__WHAT IS NEEDED__.
The reply is to be an exact repetition of the entries that follow, with each picture left out.

(Stored data entries)
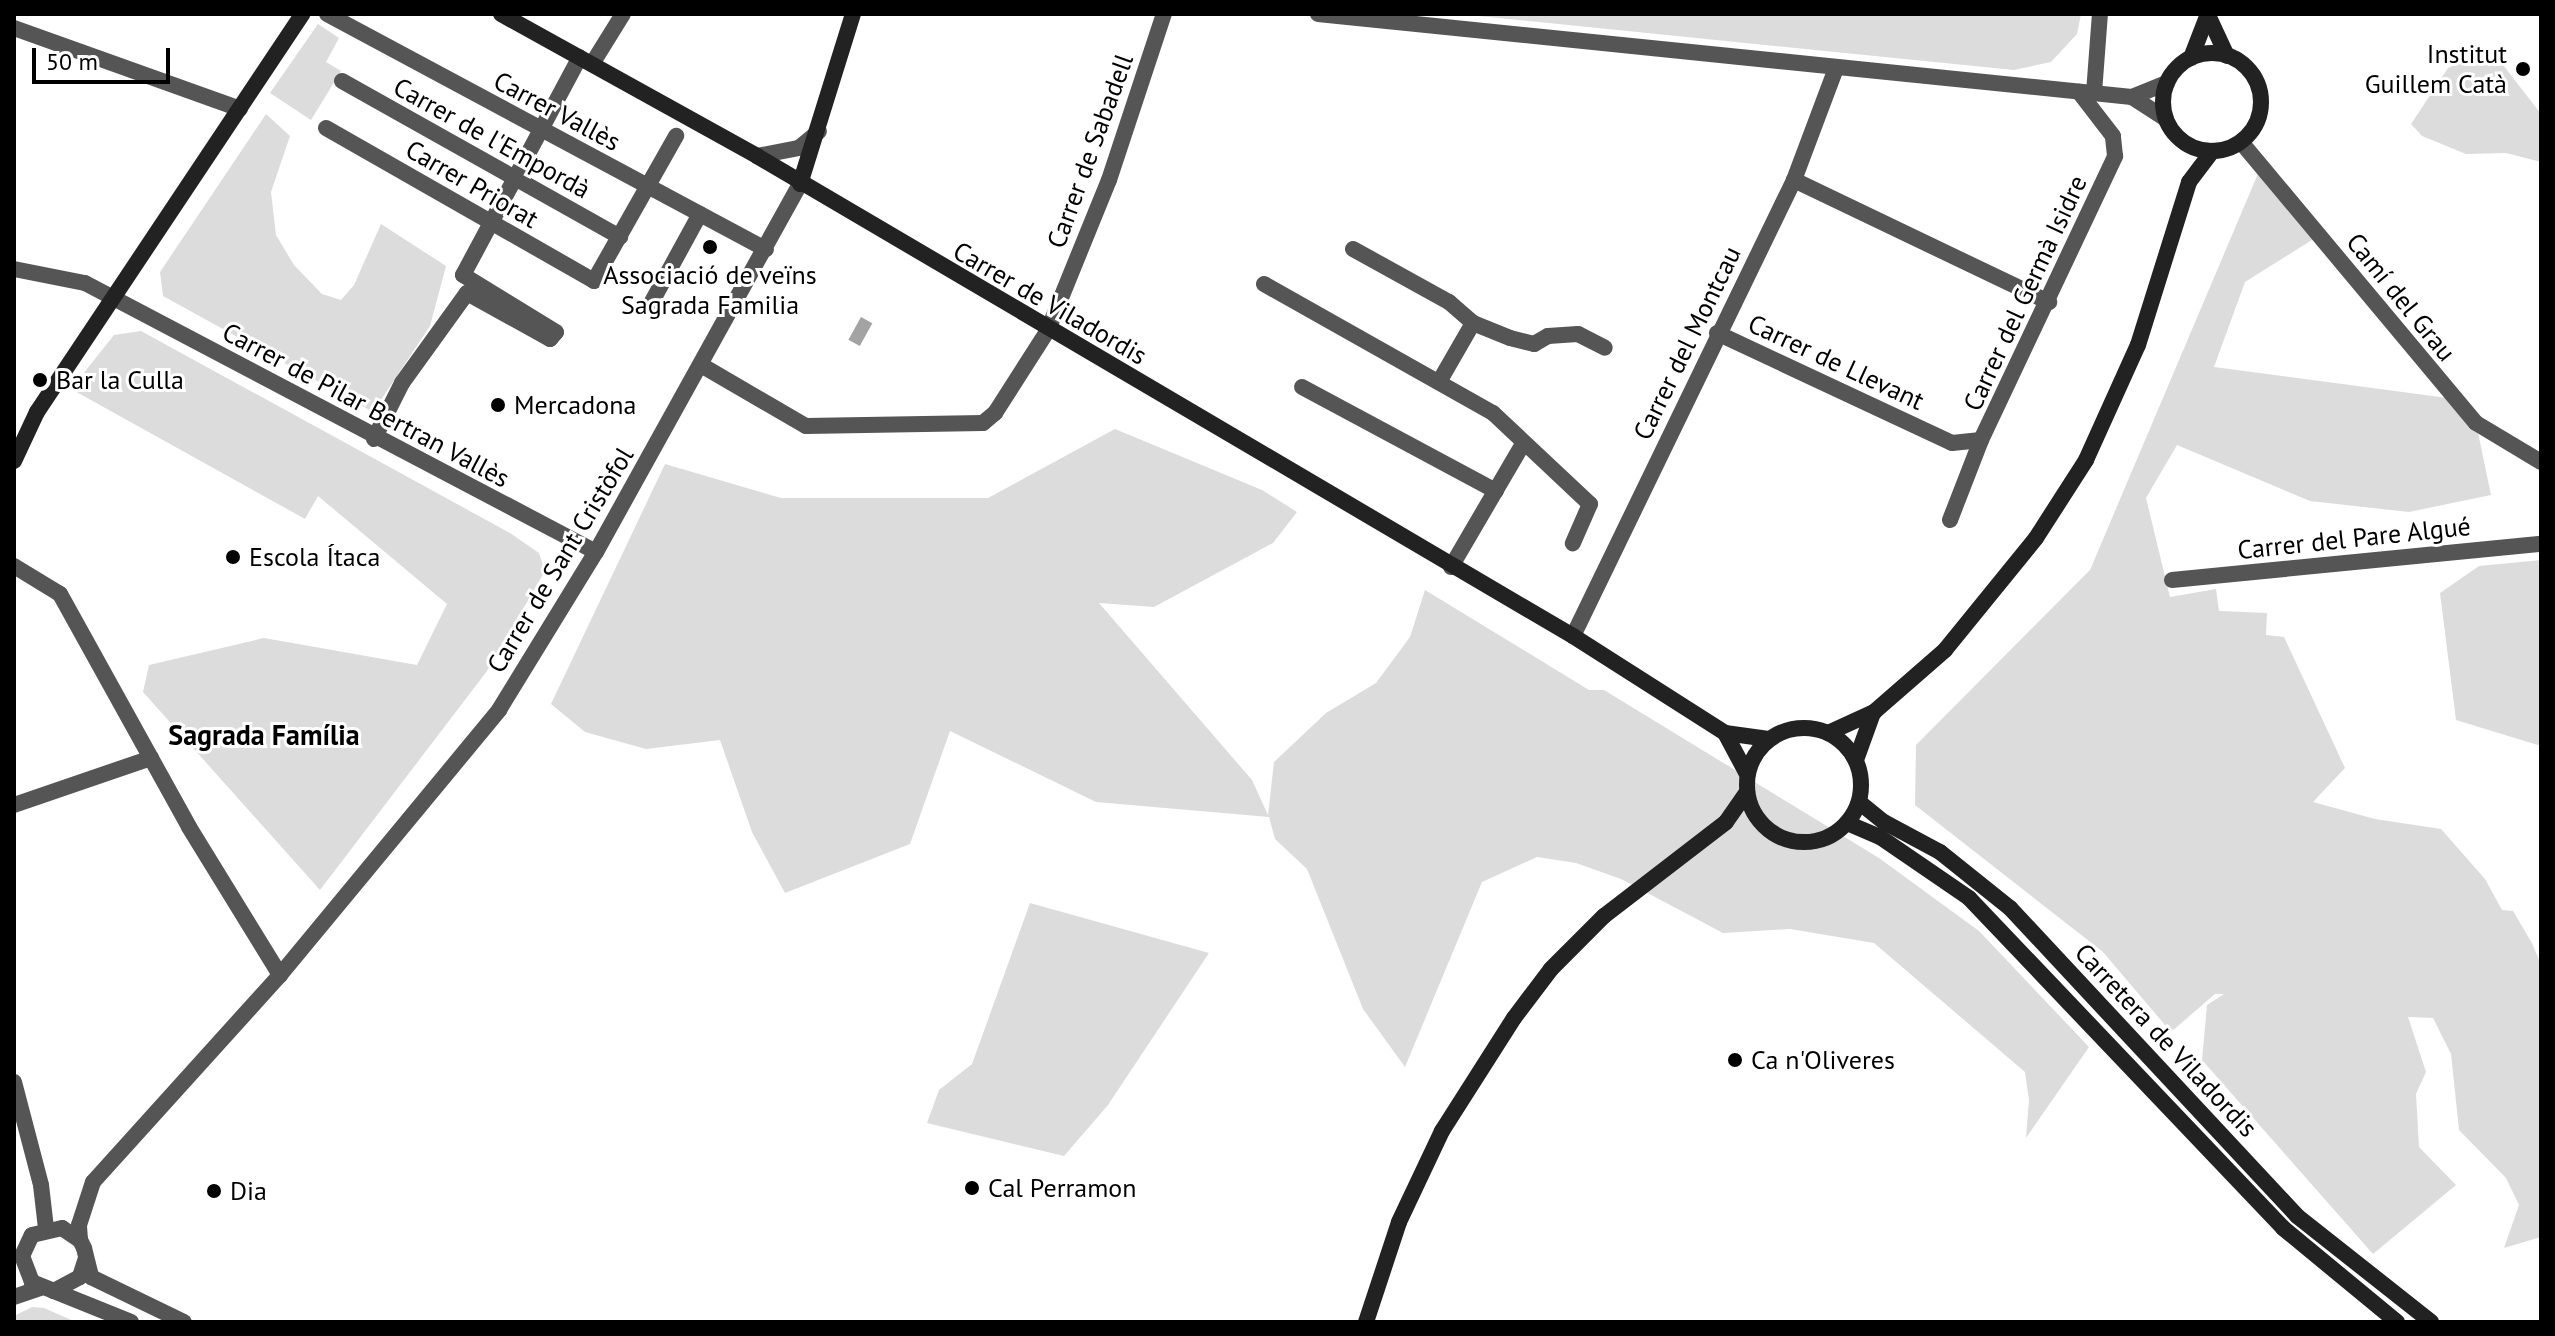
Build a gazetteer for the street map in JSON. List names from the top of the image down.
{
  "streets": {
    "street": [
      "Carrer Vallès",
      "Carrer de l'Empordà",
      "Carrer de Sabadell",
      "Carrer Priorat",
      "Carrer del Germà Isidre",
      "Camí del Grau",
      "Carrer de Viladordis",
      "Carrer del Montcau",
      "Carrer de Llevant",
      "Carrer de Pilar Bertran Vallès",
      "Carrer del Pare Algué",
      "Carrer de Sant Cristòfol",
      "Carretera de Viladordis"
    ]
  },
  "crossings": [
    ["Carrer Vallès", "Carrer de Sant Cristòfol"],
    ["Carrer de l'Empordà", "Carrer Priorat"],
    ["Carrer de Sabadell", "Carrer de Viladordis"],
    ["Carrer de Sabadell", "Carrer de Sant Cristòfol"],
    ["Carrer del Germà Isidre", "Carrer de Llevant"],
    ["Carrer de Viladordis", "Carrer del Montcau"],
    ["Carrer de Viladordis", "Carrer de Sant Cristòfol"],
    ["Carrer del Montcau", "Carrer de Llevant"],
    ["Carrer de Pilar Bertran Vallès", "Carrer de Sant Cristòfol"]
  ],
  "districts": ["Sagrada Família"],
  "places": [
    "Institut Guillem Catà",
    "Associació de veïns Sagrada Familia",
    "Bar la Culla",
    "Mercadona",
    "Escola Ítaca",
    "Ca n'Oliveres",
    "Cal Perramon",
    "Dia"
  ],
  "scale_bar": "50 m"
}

__SOLUTION TO THIS TASK__.
Build a gazetteer for the street map in JSON. List names from the top of the image down.
{
  "streets": {
    "street": [
      "Carrer Vallès",
      "Carrer de l'Empordà",
      "Carrer de Sabadell",
      "Carrer Priorat",
      "Carrer del Germà Isidre",
      "Camí del Grau",
      "Carrer de Viladordis",
      "Carrer del Montcau",
      "Carrer de Llevant",
      "Carrer de Pilar Bertran Vallès",
      "Carrer del Pare Algué",
      "Carrer de Sant Cristòfol",
      "Carretera de Viladordis"
    ]
  },
  "crossings": [
    ["Carrer Vallès", "Carrer de Sant Cristòfol"],
    ["Carrer de l'Empordà", "Carrer Priorat"],
    ["Carrer de Sabadell", "Carrer de Viladordis"],
    ["Carrer de Sabadell", "Carrer de Sant Cristòfol"],
    ["Carrer del Germà Isidre", "Carrer de Llevant"],
    ["Carrer de Viladordis", "Carrer del Montcau"],
    ["Carrer de Viladordis", "Carrer de Sant Cristòfol"],
    ["Carrer del Montcau", "Carrer de Llevant"],
    ["Carrer de Pilar Bertran Vallès", "Carrer de Sant Cristòfol"]
  ],
  "districts": ["Sagrada Família"],
  "places": [
    "Institut Guillem Catà",
    "Associació de veïns Sagrada Familia",
    "Bar la Culla",
    "Mercadona",
    "Escola Ítaca",
    "Ca n'Oliveres",
    "Cal Perramon",
    "Dia"
  ],
  "scale_bar": "50 m"
}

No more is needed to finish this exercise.